## GOAL OF THE EXERCISE
In the data, find the word "Park" and copy out every line that has it.

## RECORDED INFORMATION

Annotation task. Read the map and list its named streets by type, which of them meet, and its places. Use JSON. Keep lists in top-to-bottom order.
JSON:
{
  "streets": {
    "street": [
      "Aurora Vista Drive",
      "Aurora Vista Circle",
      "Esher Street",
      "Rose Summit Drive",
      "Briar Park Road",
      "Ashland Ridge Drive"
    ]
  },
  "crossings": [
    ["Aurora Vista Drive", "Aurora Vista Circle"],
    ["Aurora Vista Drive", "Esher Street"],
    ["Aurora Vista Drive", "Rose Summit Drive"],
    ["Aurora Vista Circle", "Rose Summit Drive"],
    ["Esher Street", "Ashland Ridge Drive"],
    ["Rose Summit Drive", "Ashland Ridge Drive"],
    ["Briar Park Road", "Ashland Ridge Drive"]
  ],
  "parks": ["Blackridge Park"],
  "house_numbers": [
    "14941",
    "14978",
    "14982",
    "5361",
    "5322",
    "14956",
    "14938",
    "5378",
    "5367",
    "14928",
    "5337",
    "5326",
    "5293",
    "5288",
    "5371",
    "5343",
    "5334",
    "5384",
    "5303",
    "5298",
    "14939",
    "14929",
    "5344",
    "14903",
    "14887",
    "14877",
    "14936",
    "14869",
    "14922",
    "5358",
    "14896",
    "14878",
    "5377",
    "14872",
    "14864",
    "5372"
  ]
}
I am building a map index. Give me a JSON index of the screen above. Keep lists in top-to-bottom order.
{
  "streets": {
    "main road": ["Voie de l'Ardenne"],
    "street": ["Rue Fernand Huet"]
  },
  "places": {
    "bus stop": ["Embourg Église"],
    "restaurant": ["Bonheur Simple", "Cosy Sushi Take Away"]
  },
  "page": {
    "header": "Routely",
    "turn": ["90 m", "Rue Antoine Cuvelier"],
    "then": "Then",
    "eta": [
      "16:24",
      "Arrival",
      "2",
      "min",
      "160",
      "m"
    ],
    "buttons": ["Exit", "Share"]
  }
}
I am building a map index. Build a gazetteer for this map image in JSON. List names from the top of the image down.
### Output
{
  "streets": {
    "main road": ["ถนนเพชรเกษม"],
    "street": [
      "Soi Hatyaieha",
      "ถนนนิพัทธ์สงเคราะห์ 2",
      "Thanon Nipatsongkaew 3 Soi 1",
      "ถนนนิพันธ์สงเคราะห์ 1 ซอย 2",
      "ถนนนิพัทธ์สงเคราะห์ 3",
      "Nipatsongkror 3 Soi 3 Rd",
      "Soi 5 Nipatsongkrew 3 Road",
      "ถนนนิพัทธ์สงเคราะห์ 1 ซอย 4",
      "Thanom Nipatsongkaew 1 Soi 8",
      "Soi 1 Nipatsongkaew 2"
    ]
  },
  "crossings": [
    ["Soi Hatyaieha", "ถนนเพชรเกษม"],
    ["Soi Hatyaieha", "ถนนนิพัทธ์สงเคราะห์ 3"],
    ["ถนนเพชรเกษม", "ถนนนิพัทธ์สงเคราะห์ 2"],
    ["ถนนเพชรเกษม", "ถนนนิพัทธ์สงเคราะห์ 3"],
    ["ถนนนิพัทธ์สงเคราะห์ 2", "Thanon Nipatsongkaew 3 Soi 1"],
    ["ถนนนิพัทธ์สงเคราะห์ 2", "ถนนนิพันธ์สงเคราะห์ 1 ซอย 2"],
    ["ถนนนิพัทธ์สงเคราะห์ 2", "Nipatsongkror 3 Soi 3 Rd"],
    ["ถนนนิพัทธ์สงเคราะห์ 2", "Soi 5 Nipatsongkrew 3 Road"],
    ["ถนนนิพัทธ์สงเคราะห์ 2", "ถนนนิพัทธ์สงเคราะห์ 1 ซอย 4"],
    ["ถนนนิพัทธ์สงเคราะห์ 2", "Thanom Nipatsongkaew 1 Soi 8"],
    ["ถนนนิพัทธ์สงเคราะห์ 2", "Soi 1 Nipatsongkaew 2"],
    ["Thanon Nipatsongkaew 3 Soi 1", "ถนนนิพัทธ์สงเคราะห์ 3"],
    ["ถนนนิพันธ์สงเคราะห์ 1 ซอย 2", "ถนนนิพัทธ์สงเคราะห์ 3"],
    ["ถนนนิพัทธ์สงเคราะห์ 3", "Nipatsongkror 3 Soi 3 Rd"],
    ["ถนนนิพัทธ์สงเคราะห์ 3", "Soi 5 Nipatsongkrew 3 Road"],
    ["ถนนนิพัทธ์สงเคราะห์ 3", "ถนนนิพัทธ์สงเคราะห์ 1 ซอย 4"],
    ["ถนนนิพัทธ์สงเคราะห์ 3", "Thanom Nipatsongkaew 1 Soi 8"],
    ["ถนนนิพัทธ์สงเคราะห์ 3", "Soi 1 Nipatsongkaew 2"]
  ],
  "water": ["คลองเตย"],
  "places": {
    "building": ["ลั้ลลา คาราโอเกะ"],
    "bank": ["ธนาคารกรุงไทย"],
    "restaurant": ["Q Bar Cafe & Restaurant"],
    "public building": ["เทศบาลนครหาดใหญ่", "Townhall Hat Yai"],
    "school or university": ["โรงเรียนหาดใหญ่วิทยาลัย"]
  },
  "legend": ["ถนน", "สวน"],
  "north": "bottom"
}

## OUTPUT FOR THIS TASK
      "Briar Park Road",
    ["Briar Park Road", "Ashland Ridge Drive"]
  "parks": ["Blackridge Park"],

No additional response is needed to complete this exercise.